Positioning di Dunia Politik dan Bisnis

Strategi posisi atau positioning ini tak hanya berlaku di medan perang, tapi juga di dunia bisnis dan politik. Al Ries dan Jack Trout dalam Positioning: The Battle for Your Mind (1980) menyatakan bahwa di era informasi melimpah, keunikan dan relevansi terhadap kebutuhan konsumen adalah kunci. Produk atau tokoh yang tidak memiliki ciri khas dan tidak fokus akan tenggelam dalam persaingan.

Hal ini juga berlaku dalam politik. Seorang calon pemimpin tanpa keunikan, ide yang kuat, dan relevansi dengan kebutuhan rakyat, niscaya akan gagal merebut perhatian pemilih—meskipun bergelar S3 atau dikenal sebagai pakar.

Prabowo dan Strategi Perubahan Posisi

Transformasi Prabowo Subianto adalah contoh nyata keberhasilan strategi positioning. Pada Pilpres 2014 dan 2019, ia tampil sebagai simbol oposisi.

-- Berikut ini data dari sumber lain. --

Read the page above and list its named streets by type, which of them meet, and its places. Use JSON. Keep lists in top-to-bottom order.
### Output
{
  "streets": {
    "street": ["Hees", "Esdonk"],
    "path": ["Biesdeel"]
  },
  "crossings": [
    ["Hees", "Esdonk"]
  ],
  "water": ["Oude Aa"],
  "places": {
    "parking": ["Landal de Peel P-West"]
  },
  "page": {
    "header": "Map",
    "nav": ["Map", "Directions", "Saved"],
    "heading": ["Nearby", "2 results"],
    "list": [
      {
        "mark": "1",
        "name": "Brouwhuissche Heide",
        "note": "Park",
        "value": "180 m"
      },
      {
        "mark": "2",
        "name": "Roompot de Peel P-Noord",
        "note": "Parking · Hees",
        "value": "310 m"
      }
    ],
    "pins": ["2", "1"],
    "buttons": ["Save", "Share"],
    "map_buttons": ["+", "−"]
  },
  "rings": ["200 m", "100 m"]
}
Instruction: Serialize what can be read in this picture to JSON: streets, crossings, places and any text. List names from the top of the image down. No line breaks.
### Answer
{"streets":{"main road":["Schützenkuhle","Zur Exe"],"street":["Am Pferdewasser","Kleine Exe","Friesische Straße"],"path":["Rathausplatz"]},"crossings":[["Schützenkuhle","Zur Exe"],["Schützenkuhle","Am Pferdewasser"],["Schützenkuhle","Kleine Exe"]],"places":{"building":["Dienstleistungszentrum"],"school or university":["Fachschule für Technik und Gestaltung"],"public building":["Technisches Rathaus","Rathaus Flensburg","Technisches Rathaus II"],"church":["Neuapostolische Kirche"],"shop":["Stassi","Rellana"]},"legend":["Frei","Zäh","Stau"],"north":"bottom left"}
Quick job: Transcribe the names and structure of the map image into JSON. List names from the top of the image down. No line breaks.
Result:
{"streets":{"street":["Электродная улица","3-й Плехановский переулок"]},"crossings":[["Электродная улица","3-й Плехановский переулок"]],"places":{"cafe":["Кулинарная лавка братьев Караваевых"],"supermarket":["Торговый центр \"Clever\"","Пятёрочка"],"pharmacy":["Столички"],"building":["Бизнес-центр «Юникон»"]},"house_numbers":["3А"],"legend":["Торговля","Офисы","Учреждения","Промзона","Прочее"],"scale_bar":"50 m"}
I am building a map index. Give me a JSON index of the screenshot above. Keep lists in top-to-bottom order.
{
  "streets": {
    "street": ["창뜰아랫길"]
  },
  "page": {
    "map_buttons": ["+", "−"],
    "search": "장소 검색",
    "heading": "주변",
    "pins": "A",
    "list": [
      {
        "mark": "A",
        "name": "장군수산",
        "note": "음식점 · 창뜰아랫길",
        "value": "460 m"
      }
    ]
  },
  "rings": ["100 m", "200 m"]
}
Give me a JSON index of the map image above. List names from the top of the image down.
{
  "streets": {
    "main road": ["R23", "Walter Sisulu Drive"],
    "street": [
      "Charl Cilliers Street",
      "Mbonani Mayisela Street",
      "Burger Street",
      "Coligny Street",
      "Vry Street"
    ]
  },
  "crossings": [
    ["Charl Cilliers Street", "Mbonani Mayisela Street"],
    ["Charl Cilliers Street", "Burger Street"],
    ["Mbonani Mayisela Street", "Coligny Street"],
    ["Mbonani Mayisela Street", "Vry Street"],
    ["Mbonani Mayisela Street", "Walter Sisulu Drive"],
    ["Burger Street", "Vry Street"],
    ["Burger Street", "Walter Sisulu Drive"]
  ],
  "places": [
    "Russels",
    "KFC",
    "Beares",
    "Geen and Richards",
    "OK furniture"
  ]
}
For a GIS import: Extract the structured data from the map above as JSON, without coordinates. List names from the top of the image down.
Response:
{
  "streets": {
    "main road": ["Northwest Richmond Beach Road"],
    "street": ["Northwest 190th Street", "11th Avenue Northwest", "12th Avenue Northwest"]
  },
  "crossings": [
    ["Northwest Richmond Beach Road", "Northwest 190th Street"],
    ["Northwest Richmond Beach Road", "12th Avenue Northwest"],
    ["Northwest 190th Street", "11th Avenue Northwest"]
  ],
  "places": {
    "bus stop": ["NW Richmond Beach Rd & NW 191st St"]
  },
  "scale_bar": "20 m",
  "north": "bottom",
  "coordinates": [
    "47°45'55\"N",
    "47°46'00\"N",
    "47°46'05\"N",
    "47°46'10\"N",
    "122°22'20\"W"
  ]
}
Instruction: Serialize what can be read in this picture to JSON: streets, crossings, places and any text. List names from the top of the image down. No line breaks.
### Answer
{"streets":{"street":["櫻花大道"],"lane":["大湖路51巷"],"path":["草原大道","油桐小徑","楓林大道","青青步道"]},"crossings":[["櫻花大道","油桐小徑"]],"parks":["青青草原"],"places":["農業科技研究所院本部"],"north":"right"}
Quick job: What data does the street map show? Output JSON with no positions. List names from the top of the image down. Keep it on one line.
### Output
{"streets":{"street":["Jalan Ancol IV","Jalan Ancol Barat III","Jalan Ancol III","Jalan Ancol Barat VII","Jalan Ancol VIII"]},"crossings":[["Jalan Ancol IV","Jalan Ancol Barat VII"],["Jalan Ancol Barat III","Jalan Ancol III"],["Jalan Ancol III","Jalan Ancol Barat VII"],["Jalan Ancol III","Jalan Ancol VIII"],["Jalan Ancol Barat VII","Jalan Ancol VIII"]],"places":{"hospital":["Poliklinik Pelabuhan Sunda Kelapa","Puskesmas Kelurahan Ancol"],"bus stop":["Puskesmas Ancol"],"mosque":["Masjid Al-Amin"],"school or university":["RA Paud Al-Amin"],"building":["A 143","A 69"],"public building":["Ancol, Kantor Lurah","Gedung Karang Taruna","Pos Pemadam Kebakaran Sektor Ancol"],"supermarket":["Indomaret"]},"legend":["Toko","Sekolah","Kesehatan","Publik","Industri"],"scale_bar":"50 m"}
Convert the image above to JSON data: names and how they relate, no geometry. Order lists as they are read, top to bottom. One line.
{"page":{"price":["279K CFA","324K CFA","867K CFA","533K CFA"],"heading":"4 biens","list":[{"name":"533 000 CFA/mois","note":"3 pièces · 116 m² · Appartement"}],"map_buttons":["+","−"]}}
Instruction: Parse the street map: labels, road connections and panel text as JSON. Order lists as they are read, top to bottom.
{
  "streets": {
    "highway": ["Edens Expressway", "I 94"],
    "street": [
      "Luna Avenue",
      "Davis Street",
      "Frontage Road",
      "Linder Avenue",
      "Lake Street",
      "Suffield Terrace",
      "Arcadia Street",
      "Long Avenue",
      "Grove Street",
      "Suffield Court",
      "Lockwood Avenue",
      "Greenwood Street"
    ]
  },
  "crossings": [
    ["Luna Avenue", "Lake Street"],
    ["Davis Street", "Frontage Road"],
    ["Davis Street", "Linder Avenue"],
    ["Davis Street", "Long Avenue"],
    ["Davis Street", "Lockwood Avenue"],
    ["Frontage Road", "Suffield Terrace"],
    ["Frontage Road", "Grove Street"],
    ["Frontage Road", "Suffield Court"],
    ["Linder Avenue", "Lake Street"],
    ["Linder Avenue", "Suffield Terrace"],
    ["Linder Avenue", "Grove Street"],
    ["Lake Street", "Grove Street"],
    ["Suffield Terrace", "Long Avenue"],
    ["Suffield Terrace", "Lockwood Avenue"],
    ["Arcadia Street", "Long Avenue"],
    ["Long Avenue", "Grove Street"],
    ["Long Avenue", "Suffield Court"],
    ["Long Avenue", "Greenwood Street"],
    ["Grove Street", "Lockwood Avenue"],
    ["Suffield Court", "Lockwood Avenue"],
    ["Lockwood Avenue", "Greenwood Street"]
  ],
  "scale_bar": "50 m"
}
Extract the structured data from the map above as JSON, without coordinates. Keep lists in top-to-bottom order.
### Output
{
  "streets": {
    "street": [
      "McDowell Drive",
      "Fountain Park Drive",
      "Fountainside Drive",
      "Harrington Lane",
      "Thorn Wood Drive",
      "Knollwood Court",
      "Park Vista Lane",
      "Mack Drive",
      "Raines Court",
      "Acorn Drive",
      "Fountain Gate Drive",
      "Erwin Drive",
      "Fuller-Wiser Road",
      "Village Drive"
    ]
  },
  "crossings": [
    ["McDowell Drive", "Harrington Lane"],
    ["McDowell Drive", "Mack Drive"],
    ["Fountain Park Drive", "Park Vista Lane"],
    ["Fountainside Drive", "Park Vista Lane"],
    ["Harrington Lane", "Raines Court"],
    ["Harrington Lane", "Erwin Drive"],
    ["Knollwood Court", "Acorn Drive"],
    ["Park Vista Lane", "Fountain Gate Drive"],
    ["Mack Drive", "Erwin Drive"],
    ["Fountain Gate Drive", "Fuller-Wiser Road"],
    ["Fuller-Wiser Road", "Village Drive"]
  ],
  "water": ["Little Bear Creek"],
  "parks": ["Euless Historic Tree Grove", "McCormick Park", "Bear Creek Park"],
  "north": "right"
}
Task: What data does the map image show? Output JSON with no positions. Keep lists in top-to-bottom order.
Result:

Namun pada 2024, Prabowo mengubah haluan menjadi bagian dari koalisi pemerintahan Jokowi. Strategi ini tidak hanya mempertahankan basis pendukung lamanya, tapi juga merangkul mayoritas pemilih Jokowi.

Positioning Prabowo pun jadi unik. Di saat Anies Baswedan dan Ganjar Pranowo cenderung mengambil peran oposisi, Prabowo tampil sebagai figur tengah yang menyatukan kutub politik. Fokus kampanyenya pun sederhana namun kuat: program makan gratis, yang langsung menyentuh kebutuhan dasar masyarakat.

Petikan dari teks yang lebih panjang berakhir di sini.